**GIVEN INFORMATION**
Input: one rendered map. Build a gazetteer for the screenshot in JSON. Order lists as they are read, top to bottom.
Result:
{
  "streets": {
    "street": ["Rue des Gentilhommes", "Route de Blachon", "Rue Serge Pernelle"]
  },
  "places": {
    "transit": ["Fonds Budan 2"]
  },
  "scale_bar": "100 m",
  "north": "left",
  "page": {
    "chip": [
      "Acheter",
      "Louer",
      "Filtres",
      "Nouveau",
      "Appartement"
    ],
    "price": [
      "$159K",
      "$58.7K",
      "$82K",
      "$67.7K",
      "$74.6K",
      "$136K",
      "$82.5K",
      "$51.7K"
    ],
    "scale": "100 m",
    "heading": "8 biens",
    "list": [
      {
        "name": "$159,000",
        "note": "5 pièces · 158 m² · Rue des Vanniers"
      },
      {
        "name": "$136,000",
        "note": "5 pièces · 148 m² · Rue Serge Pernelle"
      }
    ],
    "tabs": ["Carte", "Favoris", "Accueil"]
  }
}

**WHAT IS NEEDED**
Please repeat the material above word for word.

**SOLUTION TO THIS PROBLEM**
Input: one rendered map. Build a gazetteer for the screenshot in JSON. Order lists as they are read, top to bottom.
Result:
{
  "streets": {
    "street": ["Rue des Gentilhommes", "Route de Blachon", "Rue Serge Pernelle"]
  },
  "places": {
    "transit": ["Fonds Budan 2"]
  },
  "scale_bar": "100 m",
  "north": "left",
  "page": {
    "chip": [
      "Acheter",
      "Louer",
      "Filtres",
      "Nouveau",
      "Appartement"
    ],
    "price": [
      "$159K",
      "$58.7K",
      "$82K",
      "$67.7K",
      "$74.6K",
      "$136K",
      "$82.5K",
      "$51.7K"
    ],
    "scale": "100 m",
    "heading": "8 biens",
    "list": [
      {
        "name": "$159,000",
        "note": "5 pièces · 158 m² · Rue des Vanniers"
      },
      {
        "name": "$136,000",
        "note": "5 pièces · 148 m² · Rue Serge Pernelle"
      }
    ],
    "tabs": ["Carte", "Favoris", "Accueil"]
  }
}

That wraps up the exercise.